Wherever "Egypt" turns up in the entries, copy out the line that holds it.

▬▬▬▬▬▬

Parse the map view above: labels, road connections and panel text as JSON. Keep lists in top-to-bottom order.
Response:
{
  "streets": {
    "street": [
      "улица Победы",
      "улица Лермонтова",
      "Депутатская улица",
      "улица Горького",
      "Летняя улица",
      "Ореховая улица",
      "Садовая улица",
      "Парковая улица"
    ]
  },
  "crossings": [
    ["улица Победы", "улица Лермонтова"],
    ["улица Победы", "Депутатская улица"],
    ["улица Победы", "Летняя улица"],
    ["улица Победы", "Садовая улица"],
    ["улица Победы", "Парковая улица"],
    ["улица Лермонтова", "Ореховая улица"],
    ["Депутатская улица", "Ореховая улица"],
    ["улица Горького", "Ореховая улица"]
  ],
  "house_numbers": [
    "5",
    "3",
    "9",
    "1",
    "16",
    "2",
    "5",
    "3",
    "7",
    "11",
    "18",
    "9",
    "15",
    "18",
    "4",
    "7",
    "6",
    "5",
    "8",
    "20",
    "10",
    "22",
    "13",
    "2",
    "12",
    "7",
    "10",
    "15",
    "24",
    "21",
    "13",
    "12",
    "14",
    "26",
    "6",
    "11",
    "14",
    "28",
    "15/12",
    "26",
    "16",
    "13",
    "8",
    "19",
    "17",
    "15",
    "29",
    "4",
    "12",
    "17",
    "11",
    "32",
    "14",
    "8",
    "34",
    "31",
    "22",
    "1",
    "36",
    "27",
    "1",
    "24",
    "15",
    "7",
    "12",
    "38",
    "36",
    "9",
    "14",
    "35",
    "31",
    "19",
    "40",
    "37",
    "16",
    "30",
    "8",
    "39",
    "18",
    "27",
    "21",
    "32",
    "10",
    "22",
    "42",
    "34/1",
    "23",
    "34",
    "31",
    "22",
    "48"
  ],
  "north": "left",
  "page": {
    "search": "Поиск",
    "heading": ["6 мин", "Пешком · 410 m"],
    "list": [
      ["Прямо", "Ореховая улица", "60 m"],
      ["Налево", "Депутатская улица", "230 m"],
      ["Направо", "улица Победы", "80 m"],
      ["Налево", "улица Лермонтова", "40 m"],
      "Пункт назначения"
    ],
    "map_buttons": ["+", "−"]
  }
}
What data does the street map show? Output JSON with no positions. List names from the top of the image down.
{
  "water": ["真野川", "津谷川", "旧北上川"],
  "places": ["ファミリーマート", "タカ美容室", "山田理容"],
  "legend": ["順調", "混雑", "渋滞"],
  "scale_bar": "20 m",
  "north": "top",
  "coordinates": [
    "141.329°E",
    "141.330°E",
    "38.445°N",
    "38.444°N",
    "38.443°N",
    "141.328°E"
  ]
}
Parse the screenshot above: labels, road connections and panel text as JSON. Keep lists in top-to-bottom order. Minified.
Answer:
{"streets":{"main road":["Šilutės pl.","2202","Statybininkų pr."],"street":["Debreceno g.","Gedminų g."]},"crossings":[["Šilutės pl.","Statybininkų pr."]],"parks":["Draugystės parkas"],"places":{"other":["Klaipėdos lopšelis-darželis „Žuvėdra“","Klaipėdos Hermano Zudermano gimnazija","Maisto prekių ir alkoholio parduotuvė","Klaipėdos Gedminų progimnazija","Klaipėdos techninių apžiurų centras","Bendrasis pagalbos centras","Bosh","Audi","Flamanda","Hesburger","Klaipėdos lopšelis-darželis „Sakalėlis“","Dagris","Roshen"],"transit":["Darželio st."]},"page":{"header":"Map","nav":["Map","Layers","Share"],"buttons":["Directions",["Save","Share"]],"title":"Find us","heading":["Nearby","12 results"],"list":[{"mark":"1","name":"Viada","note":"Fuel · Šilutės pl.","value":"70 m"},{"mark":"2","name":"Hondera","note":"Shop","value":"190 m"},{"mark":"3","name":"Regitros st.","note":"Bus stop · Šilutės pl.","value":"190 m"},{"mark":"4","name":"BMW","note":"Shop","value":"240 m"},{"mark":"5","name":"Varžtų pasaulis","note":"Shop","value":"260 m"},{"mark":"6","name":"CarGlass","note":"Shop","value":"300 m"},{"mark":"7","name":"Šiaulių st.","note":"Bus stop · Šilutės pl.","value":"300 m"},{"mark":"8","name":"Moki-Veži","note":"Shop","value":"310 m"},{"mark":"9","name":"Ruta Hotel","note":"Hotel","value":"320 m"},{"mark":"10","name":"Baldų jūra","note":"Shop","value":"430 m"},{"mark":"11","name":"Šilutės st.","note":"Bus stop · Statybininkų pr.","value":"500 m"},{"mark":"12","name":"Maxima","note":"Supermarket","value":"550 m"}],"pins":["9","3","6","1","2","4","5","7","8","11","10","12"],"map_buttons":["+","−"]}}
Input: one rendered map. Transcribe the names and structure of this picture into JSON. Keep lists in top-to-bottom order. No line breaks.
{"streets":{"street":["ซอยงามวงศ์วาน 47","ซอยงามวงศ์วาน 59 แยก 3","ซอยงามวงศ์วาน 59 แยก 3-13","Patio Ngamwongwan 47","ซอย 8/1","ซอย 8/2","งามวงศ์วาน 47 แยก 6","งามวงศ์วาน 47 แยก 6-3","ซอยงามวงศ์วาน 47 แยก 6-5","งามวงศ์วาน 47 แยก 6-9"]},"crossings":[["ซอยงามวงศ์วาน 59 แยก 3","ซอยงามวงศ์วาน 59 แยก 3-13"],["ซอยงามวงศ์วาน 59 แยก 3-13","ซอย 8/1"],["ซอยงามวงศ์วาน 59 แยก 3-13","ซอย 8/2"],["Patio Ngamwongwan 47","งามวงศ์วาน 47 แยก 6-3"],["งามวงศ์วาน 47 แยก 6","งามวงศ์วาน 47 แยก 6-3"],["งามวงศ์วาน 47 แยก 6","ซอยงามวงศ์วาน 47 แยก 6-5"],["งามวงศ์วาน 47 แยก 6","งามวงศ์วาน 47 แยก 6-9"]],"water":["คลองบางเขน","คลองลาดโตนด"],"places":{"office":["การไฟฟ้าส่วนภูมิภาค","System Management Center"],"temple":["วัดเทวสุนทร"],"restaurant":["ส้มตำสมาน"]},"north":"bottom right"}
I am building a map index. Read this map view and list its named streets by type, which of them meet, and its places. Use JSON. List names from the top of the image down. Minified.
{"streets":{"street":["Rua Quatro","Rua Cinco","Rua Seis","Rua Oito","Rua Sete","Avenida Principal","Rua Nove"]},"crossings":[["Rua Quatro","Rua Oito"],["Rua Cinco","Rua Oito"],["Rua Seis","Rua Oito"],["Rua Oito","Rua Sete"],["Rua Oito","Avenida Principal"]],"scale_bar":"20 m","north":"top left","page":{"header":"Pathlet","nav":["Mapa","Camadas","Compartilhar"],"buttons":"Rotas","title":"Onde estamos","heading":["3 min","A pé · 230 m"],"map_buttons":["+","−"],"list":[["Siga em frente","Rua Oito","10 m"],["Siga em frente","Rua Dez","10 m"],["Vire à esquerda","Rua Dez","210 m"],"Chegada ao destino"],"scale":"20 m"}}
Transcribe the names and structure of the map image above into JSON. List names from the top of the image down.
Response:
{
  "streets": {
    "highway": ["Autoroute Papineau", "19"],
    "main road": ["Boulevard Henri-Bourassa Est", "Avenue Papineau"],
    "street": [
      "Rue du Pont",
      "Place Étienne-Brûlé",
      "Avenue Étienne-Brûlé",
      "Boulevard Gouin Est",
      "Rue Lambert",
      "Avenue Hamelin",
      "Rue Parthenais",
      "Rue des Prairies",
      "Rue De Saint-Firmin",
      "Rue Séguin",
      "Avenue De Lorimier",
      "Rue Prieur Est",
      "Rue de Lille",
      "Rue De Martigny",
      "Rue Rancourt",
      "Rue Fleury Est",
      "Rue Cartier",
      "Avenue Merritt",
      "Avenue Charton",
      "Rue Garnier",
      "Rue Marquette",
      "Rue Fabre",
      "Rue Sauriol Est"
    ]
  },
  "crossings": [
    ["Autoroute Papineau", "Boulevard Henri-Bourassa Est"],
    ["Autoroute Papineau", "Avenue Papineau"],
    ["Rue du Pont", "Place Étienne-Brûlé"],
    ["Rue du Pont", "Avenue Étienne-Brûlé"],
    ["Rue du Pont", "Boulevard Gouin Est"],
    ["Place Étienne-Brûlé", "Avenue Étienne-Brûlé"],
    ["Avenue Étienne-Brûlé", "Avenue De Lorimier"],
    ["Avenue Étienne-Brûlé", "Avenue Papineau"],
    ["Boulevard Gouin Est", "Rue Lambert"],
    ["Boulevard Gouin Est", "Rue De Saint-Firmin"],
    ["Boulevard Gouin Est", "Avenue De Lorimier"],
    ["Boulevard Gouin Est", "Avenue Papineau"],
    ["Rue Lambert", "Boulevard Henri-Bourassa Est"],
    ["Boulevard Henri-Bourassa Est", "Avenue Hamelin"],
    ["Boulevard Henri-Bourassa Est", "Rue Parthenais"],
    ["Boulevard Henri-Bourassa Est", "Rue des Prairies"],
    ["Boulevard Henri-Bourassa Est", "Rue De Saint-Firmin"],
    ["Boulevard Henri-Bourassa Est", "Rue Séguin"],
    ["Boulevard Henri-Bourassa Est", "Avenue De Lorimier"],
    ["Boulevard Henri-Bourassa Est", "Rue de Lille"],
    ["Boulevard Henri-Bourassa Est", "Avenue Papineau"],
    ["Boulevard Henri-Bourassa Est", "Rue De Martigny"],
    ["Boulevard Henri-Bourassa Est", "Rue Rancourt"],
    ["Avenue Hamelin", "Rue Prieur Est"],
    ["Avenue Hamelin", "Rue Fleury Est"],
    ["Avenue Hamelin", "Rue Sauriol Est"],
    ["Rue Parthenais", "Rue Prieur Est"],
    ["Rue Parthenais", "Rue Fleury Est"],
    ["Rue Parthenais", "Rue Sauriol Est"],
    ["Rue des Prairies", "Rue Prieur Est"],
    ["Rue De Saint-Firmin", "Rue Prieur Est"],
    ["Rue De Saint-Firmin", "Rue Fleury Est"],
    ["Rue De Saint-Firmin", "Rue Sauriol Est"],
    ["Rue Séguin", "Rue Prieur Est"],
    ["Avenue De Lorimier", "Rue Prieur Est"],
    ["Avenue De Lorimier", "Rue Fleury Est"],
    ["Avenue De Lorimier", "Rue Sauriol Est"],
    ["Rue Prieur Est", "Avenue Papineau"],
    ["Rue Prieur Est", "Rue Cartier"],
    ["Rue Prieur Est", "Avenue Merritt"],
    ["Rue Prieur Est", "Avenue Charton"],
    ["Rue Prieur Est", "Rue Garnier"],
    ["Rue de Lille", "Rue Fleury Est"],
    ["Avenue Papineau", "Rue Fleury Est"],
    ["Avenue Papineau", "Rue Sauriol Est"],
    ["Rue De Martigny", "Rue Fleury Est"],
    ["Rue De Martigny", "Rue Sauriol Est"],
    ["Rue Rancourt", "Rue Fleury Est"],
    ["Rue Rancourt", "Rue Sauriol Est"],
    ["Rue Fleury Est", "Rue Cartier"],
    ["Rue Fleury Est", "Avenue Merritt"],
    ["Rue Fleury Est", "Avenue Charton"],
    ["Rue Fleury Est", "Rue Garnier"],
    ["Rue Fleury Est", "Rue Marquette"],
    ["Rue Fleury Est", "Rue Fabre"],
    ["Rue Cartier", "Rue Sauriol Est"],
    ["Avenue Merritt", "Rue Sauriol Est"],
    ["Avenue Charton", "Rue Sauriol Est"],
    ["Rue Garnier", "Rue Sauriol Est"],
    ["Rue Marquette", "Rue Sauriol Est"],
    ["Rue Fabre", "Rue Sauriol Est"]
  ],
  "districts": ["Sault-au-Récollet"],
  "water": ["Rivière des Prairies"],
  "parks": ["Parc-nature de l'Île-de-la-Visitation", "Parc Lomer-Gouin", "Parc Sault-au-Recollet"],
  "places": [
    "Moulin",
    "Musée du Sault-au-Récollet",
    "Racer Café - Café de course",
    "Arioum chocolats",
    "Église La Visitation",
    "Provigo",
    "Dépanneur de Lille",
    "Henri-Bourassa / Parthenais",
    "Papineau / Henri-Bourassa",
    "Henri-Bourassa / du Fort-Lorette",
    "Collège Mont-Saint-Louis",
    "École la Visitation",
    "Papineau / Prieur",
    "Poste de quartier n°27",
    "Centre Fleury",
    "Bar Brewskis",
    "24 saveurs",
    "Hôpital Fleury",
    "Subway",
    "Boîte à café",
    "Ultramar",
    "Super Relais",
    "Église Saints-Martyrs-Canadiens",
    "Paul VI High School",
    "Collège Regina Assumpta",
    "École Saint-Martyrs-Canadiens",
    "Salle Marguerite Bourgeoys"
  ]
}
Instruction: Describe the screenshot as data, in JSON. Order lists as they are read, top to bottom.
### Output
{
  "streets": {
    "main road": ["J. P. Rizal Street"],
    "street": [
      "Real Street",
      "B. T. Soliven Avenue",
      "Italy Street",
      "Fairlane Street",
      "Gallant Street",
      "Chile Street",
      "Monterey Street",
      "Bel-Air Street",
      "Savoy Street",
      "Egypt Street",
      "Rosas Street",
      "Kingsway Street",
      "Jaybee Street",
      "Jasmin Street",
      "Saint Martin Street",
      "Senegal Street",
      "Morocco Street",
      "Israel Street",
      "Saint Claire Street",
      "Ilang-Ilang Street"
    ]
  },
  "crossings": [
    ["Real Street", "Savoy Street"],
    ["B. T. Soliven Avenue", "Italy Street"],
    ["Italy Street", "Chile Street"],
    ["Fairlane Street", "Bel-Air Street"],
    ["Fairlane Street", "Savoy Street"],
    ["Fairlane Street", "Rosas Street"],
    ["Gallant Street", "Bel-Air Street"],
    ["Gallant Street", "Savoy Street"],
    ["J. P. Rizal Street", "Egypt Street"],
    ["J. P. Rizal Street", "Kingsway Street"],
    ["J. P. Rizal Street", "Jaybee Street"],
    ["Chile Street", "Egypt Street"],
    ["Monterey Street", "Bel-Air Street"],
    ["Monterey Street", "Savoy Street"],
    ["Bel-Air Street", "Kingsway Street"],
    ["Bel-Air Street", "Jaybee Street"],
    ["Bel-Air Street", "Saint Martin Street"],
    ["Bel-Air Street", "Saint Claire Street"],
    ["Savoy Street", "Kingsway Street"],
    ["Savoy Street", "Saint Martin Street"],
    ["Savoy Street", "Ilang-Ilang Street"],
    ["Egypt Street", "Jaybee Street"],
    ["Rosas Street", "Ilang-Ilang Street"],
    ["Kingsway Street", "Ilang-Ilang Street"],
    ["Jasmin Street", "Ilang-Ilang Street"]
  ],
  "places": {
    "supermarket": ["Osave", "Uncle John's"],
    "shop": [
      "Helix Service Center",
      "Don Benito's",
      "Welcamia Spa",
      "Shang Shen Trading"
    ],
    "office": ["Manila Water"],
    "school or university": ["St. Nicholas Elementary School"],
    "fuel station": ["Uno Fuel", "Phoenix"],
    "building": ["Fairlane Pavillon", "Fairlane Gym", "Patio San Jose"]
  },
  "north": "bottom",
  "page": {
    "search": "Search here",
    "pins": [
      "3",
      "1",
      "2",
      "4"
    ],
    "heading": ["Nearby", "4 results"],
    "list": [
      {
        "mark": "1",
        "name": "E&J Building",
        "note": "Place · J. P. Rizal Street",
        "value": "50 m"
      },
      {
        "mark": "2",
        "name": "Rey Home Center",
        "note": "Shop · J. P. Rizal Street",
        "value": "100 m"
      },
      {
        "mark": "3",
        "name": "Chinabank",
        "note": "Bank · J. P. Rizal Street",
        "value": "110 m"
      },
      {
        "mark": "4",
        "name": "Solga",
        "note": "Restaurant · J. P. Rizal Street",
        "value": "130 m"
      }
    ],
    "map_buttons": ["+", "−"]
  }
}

▬▬▬▬▬▬

**Your solution**
      "Egypt Street",
    ["J. P. Rizal Street", "Egypt Street"],
    ["Chile Street", "Egypt Street"],
    ["Egypt Street", "Jaybee Street"],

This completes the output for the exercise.